La pendule murale me fait penser, subitement, à un insecte.
Elle vient de se libérer, de se détacher carrément du mur et, désormais, elle se tient immobile, elle trône au milieu de l’air.
Elle a l’air, elle a vraiment l’air d’un bourdon en train de faire du sur?place au dessus d’une fleur, tout vibrant, tout vrombissant, frémissant de manière continue. Ou encore, d’un moustique qui se préparerait à l’assaut, qui serait sur le point de fondre sur ma chair sucrée, si tentante.
Je sursaute. Tic. Tic?tac.
Claquement de mâchoires.
La machinerie darde ses aiguilles mécaniques, elle darde les angles carnassiers, pointus que celles?ci forment.
Clap ! Clac !
Je recule. J’ai peur que les aiguilles se referment sur moi. J’ai grand peur, c’est vrai, qu’elles ne se mettent, derechef, à cisailler ma couenne.
La pendule?insecte octogonale se trouve gainée, encadrée d’un liseré de cuivre bombé qui fait jouer des reflets sourds, luisants, non exempts eux non plus de menace.
Les aiguilles transformées en dards vont?elles tout à coup me piquer ? S’apprêtent?elles à me transpercer, à me porter leur estocade ?

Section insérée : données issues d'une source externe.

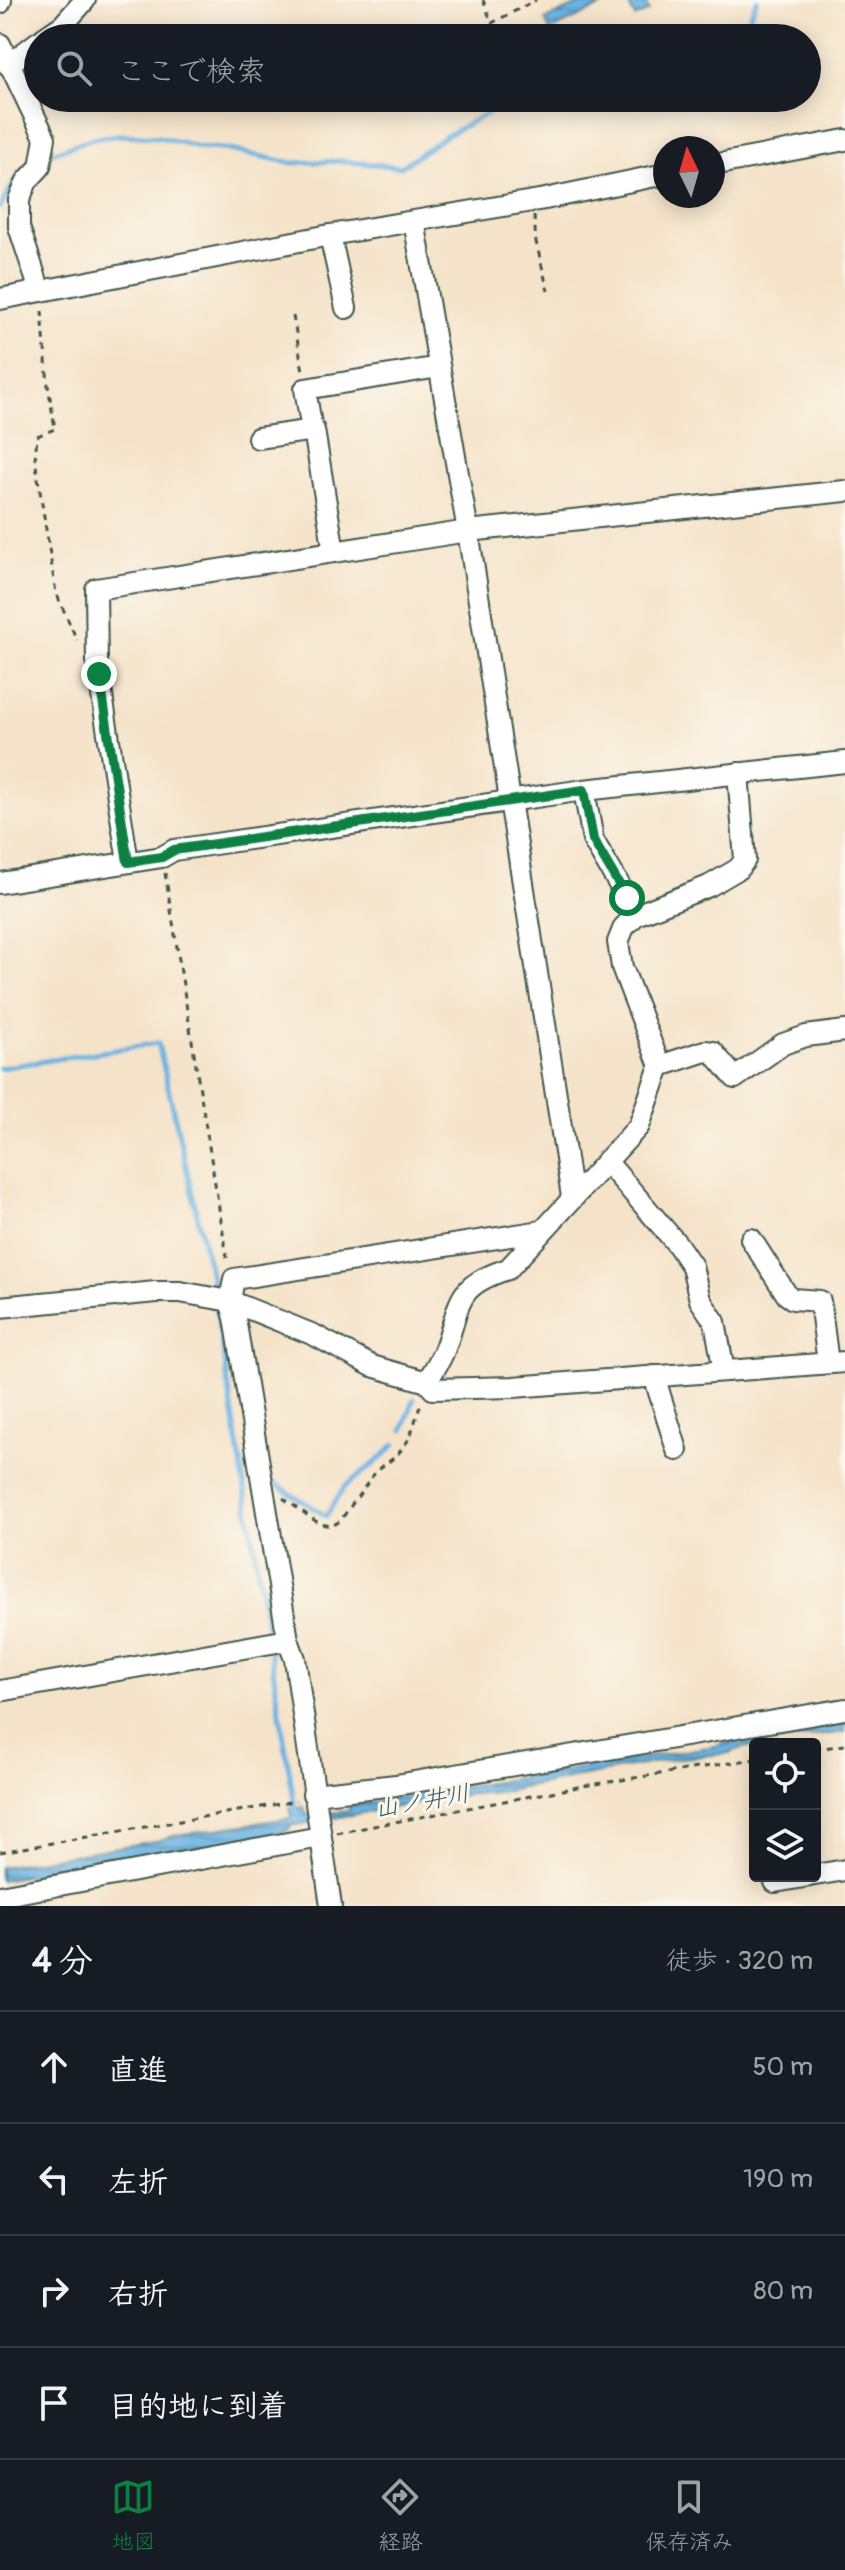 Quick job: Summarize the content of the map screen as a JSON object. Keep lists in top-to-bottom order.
{
  "water": ["山ノ井川"],
  "north": "top",
  "page": {
    "search": "ここで検索",
    "heading": ["4 分", "徒歩 · 320 m"],
    "list": [
      ["直進", "50 m"],
      ["左折", "190 m"],
      ["右折", "80 m"],
      "目的地に到着"
    ],
    "nav": ["地図", "経路", "保存済み"]
  }
}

Plus je recule, plus la pendule avance, se rapproche de moi. Comme si elle était portée, maintenue en l’air par d’invisibles ailes que des battements furieux secouent.
— Il n’y a pas assez de place ici pour toi et pour moi ! bourdonne?t?elle.
Et la voilà qui, inexorablement, me pousse, m’accule vers la fenêtre ouverte.
— Allez, dehors?! intime la pendule mutante, d’une tonitruante voix.
La panique me submerge et m’enlève ce qui me restait de raison.
Je me retourne et l’épouvante me précipite sans tarder dans le vide.
Un peu plus tard, un tressaillement de tout mon corps : je reprends connaissance. Mes yeux s’ouvrent : on m’a balancé de l’eau glacée sur le visage.
Je m’ébroue et je redresse la tête ; j’aperçois mon corps allongé sur le trottoir, juste sous ma fenêtre.
Autour de moi, une ribambelle de silhouettes humaines, de masques plus ou moins inquiets, qui se penchent.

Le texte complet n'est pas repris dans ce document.